#### [WHAT THE TASK ASKS]
Output all the records word for word. Drop the pictures.

#### [INPUT FOR THIS TASK]
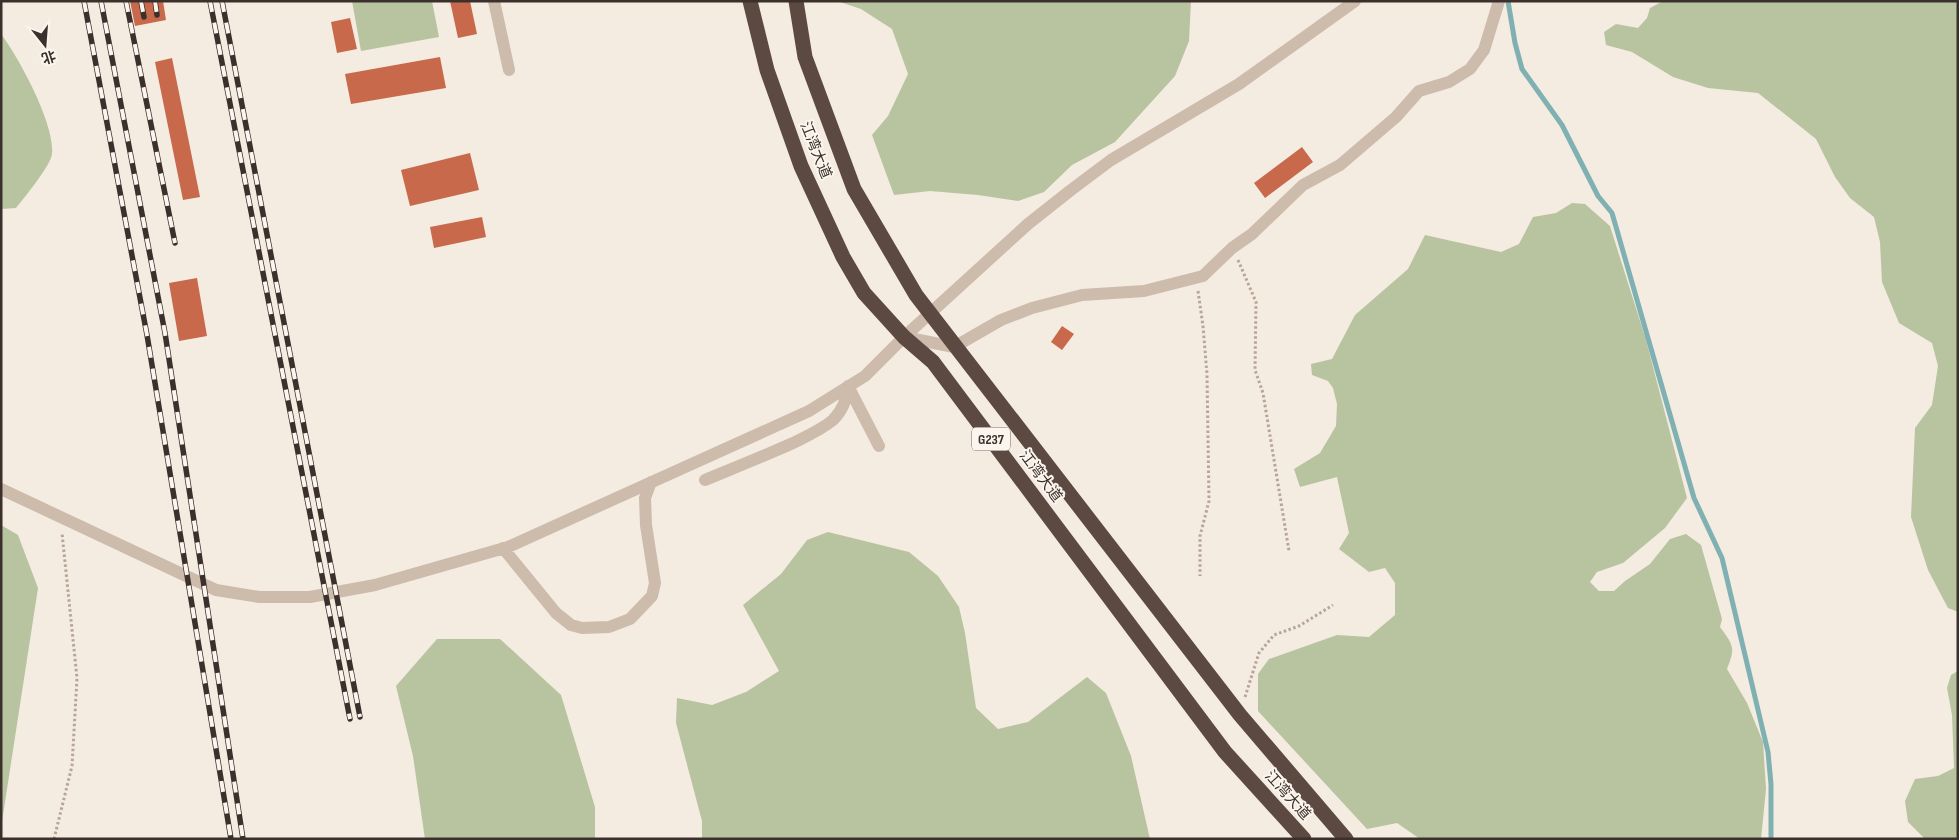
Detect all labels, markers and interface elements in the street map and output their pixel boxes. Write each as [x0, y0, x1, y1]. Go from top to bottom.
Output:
north arrow [20, 20, 70, 70]
text: 北 [39, 47, 58, 67]
street label: 江湾大道 [795, 119, 836, 182]
road number: G237 [972, 428, 1010, 450]
street label: 江湾大道 [1015, 447, 1066, 506]
street label: 江湾大道 [1260, 767, 1315, 824]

#### [OUTPUT]
Detect all labels, markers and interface elements in the street map and output their pixel boxes. Write each as [x0, y0, x1, y1]. Go from top to bottom.
Output:
north arrow [20, 20, 70, 70]
text: 北 [39, 47, 58, 67]
street label: 江湾大道 [795, 119, 836, 182]
road number: G237 [972, 428, 1010, 450]
street label: 江湾大道 [1015, 447, 1066, 506]
street label: 江湾大道 [1260, 767, 1315, 824]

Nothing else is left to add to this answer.